The widow would then have lost her farm, and her children would have been farmed out to relatives, if not for the ingenuity and hard work of a black homeless guy who helps her plant and harvest cotton.
Yet Moses has to sleep in the barn, never in the house. He has to hang back and let the woman negotiate prices even though it is he who knows the score. When she strikes a good bargain, threatened white supremacy in the form of the cotton gin owner, plus all his friends, the well-respected dudes from town, show up in sheets and pointy hoods to kill Moses.
The most powerful scene in the film is the final one, where all the ghosts of what should have been show up to take holy communion together, singing my favorite hymn of all time, "I Come to the Garden Alone." Some viewers saw that scene as sweet and moving, as if in heaven all these differences and tragedies will be behind us. But I see it as deeply ironic, a scene that could never, ever have happened there in the house of God in Waxahachie in 1931, demonstrating the incredible hypocrisy that allows these injustices to occur.

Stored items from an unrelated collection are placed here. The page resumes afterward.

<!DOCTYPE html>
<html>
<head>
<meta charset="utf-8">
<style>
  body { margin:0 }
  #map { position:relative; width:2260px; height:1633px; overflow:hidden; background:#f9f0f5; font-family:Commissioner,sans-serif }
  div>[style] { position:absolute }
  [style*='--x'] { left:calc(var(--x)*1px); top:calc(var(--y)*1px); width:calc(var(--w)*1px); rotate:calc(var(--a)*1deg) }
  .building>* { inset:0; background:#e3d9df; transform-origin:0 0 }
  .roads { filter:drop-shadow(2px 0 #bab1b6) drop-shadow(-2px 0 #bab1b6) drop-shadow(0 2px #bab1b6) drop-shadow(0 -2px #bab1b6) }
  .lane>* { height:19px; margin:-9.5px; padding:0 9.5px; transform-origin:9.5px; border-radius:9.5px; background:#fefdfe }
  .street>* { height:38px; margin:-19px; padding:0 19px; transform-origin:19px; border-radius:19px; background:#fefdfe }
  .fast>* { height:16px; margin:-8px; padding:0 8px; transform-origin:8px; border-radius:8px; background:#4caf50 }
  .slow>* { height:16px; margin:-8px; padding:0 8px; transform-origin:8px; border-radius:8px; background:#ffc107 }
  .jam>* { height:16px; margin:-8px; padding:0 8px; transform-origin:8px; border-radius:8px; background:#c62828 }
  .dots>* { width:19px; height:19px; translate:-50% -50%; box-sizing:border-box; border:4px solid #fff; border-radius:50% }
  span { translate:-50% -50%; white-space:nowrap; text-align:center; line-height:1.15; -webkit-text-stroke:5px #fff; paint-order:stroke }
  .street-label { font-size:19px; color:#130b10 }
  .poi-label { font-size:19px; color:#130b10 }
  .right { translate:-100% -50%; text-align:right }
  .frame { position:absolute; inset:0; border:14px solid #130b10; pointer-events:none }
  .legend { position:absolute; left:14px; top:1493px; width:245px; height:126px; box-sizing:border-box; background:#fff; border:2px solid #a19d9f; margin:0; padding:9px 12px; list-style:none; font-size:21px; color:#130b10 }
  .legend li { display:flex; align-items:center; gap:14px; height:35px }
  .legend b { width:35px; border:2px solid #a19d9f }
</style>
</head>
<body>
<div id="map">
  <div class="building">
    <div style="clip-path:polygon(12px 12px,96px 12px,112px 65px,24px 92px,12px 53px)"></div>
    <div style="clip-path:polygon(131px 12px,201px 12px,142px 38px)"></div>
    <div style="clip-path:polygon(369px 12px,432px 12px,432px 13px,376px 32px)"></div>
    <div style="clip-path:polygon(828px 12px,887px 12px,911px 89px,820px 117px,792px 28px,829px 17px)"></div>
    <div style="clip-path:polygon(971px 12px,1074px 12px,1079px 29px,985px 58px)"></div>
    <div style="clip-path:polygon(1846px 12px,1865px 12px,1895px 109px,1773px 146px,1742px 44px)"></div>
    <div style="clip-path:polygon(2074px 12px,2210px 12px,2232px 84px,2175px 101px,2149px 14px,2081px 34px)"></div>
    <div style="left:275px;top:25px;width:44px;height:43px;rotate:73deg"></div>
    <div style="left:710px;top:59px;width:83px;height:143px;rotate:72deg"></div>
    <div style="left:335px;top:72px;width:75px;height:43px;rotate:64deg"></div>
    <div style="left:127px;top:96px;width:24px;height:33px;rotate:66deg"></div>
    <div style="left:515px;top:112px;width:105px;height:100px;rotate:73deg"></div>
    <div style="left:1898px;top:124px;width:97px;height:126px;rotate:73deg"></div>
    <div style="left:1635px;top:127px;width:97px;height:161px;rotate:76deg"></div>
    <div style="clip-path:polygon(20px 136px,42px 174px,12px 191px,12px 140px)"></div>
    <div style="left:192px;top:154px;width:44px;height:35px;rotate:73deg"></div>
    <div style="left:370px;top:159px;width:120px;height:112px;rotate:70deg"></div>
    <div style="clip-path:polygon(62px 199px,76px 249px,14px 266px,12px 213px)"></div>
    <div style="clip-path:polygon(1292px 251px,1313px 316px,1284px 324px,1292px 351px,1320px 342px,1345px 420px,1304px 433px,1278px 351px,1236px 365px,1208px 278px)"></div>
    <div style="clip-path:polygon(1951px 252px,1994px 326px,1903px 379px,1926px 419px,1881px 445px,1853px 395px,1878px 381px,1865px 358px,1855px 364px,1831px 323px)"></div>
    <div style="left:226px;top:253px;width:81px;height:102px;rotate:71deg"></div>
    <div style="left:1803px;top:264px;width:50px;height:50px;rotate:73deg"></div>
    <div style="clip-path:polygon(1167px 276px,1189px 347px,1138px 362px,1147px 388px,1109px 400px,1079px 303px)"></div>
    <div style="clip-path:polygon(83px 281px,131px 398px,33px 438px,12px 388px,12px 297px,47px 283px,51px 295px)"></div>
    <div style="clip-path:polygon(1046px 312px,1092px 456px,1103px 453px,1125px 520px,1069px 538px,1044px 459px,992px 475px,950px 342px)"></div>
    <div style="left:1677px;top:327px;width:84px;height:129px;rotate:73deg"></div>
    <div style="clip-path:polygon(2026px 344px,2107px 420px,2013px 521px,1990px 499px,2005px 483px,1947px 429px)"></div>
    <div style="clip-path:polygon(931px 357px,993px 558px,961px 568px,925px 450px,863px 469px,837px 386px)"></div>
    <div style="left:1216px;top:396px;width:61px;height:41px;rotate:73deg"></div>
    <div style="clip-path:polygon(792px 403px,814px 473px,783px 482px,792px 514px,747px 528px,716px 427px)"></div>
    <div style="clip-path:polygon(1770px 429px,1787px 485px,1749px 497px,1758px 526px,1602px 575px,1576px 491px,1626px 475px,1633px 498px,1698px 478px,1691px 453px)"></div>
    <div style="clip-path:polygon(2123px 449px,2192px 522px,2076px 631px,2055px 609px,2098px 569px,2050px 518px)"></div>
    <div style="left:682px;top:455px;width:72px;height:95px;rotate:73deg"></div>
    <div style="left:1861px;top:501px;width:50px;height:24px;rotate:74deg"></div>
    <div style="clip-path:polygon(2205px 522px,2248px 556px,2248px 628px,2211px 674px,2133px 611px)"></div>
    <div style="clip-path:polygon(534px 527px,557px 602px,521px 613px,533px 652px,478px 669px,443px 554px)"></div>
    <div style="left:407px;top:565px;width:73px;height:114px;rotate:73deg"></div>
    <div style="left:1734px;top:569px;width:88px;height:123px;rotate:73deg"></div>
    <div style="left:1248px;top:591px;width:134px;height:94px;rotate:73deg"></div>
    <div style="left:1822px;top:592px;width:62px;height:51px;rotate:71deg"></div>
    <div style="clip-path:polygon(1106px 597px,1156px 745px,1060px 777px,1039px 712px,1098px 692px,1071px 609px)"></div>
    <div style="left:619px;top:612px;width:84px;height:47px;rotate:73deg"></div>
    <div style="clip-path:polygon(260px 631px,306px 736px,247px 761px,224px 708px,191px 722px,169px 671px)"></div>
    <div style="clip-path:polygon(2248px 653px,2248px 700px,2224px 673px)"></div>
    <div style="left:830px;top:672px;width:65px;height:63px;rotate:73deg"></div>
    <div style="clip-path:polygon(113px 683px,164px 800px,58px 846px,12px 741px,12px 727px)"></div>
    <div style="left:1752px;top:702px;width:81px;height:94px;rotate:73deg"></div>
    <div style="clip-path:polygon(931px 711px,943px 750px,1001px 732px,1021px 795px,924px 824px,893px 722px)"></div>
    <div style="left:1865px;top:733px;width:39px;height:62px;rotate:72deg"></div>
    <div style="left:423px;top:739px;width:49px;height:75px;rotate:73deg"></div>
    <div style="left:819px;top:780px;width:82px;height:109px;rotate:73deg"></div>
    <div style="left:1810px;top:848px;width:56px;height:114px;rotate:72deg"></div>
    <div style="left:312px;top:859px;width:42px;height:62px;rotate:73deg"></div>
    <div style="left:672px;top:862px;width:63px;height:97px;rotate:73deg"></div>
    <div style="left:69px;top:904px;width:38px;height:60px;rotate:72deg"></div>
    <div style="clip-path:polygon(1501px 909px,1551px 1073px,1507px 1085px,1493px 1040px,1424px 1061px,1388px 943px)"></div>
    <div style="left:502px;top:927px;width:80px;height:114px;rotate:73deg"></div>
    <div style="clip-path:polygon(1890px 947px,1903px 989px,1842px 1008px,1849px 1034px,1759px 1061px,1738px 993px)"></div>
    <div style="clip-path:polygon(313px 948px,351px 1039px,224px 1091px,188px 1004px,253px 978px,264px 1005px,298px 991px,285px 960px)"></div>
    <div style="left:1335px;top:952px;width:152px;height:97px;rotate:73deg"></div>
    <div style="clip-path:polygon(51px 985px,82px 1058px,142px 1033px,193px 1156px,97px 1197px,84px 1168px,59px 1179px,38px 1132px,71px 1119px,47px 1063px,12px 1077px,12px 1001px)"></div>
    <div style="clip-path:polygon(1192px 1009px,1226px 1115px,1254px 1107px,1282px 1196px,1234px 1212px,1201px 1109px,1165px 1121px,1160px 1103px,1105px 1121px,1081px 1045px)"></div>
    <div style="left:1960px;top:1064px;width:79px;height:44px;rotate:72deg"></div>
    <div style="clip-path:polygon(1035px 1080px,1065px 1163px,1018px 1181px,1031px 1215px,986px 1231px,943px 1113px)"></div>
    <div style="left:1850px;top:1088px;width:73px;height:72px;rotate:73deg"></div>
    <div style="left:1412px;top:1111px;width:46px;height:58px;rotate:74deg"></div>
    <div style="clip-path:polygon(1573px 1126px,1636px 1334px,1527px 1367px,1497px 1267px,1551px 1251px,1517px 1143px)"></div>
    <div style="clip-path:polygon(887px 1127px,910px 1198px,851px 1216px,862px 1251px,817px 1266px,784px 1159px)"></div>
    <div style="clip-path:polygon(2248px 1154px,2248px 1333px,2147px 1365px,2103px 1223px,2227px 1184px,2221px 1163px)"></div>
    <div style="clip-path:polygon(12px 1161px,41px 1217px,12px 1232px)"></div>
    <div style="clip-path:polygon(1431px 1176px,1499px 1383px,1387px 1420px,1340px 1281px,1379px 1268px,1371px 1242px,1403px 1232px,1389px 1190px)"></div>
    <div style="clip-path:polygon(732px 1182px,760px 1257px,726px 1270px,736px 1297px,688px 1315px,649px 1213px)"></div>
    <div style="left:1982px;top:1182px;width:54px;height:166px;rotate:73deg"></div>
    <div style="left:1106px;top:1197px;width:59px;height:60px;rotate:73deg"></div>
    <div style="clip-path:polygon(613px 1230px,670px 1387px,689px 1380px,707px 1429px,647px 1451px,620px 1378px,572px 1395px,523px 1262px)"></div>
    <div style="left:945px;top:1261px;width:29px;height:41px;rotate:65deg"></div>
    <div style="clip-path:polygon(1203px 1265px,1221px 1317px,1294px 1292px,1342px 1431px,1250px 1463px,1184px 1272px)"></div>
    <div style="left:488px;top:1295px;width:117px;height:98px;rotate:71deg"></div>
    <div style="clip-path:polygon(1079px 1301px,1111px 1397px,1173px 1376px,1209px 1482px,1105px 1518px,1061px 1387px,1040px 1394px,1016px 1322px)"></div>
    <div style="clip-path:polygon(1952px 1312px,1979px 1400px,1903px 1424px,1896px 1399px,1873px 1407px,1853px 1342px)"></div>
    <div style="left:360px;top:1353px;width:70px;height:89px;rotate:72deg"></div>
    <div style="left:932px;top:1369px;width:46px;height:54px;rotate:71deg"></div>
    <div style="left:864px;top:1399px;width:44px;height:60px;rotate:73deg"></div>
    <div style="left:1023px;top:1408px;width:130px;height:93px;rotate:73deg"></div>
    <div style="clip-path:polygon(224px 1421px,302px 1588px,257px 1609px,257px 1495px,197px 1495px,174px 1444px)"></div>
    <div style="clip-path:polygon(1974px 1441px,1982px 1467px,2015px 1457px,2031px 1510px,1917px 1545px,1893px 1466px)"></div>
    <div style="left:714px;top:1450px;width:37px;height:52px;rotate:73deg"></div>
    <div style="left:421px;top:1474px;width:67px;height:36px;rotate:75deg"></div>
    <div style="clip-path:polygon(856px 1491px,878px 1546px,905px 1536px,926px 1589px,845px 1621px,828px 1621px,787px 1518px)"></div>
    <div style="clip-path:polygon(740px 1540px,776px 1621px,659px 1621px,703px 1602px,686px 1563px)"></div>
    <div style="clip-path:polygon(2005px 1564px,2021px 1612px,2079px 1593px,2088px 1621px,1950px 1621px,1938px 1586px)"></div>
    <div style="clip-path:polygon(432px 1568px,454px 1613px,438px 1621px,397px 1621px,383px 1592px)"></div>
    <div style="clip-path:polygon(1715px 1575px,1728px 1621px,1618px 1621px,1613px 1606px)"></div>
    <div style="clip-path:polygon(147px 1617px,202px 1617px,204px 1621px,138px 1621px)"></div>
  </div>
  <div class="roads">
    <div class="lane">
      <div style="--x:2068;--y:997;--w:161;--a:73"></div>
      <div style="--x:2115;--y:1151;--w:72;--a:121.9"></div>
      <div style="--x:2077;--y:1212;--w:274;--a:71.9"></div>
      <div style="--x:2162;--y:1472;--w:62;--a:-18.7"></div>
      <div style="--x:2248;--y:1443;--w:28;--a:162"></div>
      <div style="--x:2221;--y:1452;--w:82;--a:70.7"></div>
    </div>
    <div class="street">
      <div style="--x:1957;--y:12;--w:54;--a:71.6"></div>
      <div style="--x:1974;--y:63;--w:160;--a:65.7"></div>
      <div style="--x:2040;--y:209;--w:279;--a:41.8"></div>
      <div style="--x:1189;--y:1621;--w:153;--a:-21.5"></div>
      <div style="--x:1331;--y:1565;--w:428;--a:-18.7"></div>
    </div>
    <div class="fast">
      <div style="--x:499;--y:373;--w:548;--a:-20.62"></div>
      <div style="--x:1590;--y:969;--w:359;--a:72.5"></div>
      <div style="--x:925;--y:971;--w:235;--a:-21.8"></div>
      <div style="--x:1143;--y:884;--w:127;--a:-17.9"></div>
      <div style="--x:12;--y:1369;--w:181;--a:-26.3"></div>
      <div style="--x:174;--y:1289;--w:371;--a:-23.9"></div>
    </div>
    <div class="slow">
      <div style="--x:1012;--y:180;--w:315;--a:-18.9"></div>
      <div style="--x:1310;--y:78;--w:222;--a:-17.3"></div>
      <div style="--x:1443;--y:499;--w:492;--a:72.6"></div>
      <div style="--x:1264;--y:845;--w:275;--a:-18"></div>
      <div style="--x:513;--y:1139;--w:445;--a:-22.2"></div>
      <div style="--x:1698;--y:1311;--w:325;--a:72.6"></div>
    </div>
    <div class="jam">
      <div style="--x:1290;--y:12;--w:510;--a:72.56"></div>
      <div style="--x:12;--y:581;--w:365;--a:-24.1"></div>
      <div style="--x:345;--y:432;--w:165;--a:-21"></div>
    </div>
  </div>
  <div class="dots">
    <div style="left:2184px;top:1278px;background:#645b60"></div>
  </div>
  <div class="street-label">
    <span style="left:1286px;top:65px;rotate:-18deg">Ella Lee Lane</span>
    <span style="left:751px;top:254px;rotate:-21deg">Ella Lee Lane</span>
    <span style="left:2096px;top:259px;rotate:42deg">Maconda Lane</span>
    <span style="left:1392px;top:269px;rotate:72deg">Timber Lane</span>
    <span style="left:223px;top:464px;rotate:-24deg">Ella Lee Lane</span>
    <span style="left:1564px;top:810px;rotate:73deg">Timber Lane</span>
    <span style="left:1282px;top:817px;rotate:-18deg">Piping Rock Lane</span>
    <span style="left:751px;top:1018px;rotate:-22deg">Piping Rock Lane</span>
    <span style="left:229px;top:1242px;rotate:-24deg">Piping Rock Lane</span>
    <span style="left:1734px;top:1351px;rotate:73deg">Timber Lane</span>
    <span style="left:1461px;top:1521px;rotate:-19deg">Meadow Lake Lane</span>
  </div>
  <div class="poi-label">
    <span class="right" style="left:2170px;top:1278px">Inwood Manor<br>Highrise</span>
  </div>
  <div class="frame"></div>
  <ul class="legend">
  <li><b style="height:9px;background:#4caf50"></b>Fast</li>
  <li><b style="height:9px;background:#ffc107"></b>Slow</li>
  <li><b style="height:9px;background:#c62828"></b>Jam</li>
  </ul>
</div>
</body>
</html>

So people are as excited by Obama's skin color as they are about his political abilities. The fact that his skin color did not keep him from being elected is a big damn deal. We are a nation in need of hope. We're surrounded by evidence of our deterioration into a giant ugly commercial. We need a sign of progress, and we want this to be a sign of progress.
It's a mistake to think we can ever relax our vigilance for freedom, equality and justice.
Here is a quote worth reading, which I read today on the wall of the Student Services Center:
Those who profess to favor freedom and yet depreciate agitation, are people who want crops without ploughing the ground; they want rain without thunder and lightning; they want the ocean without the roar of its many waters. The struggle may be a moral one, or it may be a physical one, or it may be both. But it must be a struggle. Power concedes nothing without a demand; it never has and it never will. -- Frederick Douglass (former slave and the first African-American to be nominated for vice-president -- in 1872)Watching Places in the Heart was the perfect kick-off for the class I am about to take starting next week, The Law and Literature of Slavery.
I signed up for the class only because I am required to take an American Lit class and because the time slot fit my preferred schedule.
However, like all parts of life, synchronicity (for lack of a better word) was hard at work.
Thank you for the film recommendation, Anonymous.